What you will do:
Your task is to transcribe the lines from the start of the data below through the line containing "function fillPath(path, color)", inclusive, exactly as they stand and without the pictures.
(Exercise data)
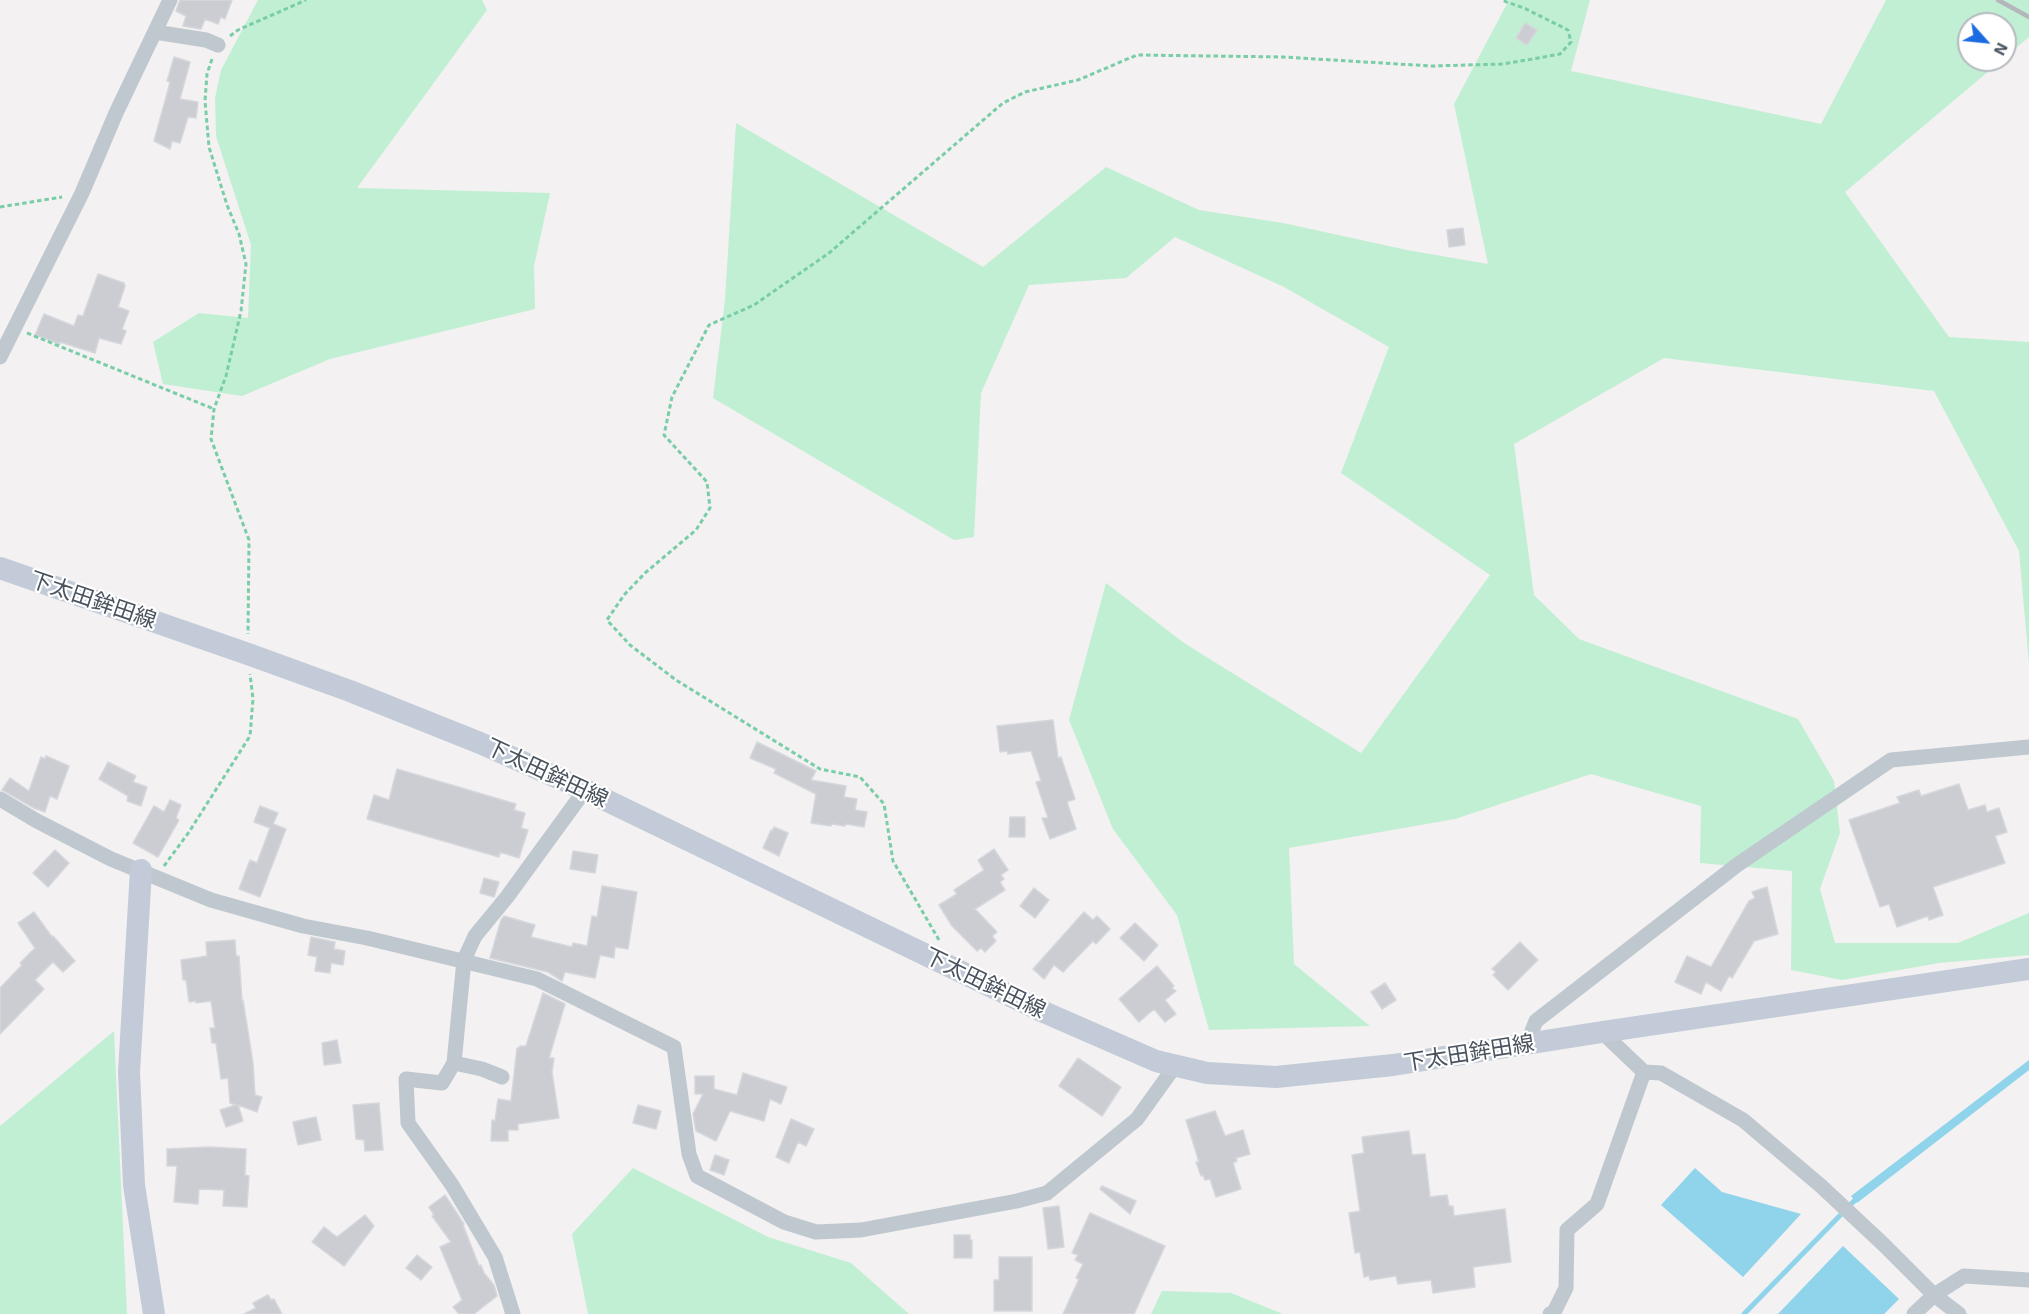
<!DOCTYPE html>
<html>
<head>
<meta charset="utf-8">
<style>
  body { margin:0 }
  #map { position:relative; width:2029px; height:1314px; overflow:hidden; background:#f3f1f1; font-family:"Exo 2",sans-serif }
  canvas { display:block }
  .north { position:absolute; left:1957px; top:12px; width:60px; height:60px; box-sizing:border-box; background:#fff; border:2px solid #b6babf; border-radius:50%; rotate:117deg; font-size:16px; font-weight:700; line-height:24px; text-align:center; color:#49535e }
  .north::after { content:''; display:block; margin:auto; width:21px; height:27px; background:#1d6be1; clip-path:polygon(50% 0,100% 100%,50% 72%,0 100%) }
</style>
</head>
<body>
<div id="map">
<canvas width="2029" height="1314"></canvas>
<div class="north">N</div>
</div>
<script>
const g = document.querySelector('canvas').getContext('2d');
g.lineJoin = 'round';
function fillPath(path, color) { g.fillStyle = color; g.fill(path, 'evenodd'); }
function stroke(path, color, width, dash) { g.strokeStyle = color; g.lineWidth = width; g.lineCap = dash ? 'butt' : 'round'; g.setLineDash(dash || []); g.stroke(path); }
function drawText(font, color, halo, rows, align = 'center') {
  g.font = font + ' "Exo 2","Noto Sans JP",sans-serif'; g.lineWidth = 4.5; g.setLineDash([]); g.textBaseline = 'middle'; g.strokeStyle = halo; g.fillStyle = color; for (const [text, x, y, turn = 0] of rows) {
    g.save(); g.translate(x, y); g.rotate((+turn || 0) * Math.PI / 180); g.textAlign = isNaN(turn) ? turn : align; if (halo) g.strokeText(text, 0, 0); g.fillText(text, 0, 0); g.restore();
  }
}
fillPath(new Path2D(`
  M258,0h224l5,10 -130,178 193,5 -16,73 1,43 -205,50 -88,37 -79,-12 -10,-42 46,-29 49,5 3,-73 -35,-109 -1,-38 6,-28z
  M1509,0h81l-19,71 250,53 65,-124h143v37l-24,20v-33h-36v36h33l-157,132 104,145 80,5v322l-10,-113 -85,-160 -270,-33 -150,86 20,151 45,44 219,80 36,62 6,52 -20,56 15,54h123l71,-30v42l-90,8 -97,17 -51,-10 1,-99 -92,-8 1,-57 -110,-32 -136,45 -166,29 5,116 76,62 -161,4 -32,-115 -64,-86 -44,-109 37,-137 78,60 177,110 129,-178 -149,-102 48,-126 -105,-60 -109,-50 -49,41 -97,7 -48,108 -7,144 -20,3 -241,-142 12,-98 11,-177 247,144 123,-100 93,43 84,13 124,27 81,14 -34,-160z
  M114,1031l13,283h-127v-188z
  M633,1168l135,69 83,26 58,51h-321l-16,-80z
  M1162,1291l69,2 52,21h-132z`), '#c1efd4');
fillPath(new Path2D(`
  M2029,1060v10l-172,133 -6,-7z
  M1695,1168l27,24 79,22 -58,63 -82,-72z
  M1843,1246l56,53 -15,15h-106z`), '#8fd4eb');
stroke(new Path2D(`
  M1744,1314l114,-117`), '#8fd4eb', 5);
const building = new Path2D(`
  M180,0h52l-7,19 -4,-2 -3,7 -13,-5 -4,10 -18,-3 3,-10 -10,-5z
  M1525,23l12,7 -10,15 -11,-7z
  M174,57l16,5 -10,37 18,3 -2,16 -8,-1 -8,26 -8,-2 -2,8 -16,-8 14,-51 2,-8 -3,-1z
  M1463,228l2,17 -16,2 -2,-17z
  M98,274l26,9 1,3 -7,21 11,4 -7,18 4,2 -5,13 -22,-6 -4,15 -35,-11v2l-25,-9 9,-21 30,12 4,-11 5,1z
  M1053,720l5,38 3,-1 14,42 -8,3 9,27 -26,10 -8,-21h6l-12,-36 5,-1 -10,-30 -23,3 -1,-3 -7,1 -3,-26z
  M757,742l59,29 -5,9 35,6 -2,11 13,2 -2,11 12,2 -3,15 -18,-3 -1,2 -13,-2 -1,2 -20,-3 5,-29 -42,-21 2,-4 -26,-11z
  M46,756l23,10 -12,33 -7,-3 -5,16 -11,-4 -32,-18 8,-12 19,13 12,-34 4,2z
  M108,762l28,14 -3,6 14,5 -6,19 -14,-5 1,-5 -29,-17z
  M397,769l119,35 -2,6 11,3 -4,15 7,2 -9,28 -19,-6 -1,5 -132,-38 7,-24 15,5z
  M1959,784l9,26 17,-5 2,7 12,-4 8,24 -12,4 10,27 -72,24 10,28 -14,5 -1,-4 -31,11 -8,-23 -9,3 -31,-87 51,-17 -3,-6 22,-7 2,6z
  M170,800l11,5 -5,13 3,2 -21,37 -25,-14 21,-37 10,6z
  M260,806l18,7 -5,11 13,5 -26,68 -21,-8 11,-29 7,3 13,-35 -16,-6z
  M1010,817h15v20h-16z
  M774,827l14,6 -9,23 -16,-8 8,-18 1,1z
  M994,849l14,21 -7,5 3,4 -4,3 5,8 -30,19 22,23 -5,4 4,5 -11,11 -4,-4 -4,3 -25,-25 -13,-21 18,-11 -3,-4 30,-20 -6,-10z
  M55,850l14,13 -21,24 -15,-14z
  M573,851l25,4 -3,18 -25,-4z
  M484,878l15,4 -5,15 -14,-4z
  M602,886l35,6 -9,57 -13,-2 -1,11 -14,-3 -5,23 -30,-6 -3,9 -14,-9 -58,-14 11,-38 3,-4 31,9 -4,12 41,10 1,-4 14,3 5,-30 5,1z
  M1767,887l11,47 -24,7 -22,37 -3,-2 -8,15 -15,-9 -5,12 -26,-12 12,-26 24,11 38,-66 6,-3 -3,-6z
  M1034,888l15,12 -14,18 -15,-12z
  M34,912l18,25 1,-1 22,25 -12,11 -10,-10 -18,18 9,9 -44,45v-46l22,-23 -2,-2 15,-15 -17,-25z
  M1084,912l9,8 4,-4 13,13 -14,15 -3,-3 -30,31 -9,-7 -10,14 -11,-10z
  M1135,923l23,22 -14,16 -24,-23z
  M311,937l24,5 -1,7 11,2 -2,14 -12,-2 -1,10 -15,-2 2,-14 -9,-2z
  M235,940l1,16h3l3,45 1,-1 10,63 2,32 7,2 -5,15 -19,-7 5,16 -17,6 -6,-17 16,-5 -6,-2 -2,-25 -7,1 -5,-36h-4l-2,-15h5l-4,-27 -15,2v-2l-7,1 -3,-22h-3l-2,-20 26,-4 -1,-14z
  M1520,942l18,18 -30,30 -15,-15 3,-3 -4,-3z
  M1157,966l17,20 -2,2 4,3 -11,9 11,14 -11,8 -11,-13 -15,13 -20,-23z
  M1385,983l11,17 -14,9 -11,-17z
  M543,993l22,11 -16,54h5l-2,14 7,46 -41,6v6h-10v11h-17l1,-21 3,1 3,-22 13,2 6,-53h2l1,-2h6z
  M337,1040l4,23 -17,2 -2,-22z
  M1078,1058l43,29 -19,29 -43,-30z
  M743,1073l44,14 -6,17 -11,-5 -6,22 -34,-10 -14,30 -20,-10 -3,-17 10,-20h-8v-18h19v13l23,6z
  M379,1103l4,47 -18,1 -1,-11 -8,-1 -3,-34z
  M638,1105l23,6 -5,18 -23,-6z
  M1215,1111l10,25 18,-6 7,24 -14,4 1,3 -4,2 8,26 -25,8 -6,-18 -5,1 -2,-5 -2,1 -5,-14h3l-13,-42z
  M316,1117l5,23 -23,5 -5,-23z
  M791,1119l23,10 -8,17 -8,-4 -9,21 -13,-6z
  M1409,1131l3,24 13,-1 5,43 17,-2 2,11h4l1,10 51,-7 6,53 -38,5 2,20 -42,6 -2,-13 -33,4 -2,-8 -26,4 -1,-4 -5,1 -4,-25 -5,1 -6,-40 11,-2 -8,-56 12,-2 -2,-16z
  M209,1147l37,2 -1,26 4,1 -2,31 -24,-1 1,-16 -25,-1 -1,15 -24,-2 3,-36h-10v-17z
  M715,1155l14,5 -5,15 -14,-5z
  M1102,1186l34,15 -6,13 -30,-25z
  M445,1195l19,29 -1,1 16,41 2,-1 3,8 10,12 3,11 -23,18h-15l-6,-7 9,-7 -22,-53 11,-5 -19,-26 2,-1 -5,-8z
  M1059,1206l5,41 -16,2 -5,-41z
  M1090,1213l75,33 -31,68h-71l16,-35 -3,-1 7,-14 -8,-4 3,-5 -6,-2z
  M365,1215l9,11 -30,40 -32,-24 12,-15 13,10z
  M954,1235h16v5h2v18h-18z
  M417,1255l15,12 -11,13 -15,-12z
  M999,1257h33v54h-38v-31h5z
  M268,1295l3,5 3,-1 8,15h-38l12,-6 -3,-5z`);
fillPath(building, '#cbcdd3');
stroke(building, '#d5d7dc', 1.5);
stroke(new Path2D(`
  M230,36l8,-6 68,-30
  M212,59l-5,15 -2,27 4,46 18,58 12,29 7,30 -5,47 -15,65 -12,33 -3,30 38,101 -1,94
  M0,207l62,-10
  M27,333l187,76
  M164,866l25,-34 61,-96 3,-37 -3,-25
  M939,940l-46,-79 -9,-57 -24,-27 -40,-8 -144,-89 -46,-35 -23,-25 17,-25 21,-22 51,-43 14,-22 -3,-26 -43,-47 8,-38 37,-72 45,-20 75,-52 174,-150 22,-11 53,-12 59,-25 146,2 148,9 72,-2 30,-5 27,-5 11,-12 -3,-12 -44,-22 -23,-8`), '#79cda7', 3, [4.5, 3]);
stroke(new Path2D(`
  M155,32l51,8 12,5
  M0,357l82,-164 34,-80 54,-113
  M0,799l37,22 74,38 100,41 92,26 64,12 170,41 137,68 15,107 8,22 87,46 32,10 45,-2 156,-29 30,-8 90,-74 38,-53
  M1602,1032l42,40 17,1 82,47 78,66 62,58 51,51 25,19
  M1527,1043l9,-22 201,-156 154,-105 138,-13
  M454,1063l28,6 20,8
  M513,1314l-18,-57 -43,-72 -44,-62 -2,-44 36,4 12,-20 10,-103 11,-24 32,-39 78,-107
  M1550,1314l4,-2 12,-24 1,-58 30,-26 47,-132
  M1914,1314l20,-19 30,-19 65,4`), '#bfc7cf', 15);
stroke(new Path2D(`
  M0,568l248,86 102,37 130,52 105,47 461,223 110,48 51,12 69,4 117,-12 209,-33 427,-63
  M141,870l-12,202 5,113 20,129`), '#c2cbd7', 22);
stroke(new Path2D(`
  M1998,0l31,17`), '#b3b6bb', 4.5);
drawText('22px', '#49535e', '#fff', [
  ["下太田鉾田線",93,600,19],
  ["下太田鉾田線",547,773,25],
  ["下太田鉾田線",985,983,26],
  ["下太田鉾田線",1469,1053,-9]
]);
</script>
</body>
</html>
(End Exercise data)
Solution to this problem:
<!DOCTYPE html>
<html>
<head>
<meta charset="utf-8">
<style>
  body { margin:0 }
  #map { position:relative; width:2029px; height:1314px; overflow:hidden; background:#f3f1f1; font-family:"Exo 2",sans-serif }
  canvas { display:block }
  .north { position:absolute; left:1957px; top:12px; width:60px; height:60px; box-sizing:border-box; background:#fff; border:2px solid #b6babf; border-radius:50%; rotate:117deg; font-size:16px; font-weight:700; line-height:24px; text-align:center; color:#49535e }
  .north::after { content:''; display:block; margin:auto; width:21px; height:27px; background:#1d6be1; clip-path:polygon(50% 0,100% 100%,50% 72%,0 100%) }
</style>
</head>
<body>
<div id="map">
<canvas width="2029" height="1314"></canvas>
<div class="north">N</div>
</div>
<script>
const g = document.querySelector('canvas').getContext('2d');
g.lineJoin = 'round';
function fillPath(path, color) { g.fillStyle = color; g.fill(path, 'evenodd'); }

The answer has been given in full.